PROBLEM TO WORK ON →
Work through the data line by line, gathering every line that has the word "route".

Saved data entries →
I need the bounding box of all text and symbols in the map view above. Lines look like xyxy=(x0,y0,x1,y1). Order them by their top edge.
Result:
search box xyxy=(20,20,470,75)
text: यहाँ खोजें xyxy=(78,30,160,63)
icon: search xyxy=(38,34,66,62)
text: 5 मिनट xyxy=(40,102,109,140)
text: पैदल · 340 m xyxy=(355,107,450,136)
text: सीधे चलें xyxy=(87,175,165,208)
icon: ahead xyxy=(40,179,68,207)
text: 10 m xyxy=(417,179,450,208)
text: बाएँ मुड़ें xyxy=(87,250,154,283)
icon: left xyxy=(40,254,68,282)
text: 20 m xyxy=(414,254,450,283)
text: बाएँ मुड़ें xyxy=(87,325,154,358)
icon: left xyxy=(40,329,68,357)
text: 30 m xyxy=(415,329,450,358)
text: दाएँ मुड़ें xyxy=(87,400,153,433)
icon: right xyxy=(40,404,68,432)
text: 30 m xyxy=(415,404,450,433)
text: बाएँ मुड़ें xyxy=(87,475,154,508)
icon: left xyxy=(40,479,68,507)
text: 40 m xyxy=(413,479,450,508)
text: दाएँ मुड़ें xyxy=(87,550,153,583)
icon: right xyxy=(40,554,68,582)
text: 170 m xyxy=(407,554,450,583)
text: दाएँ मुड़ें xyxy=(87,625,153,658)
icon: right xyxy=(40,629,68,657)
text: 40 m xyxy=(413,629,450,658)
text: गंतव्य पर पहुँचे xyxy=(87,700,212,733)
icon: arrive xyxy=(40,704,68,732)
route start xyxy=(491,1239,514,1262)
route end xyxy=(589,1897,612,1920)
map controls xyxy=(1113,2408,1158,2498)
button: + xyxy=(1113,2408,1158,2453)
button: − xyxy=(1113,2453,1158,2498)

EXERCISE RESULT →
route start xyxy=(491,1239,514,1262)
route end xyxy=(589,1897,612,1920)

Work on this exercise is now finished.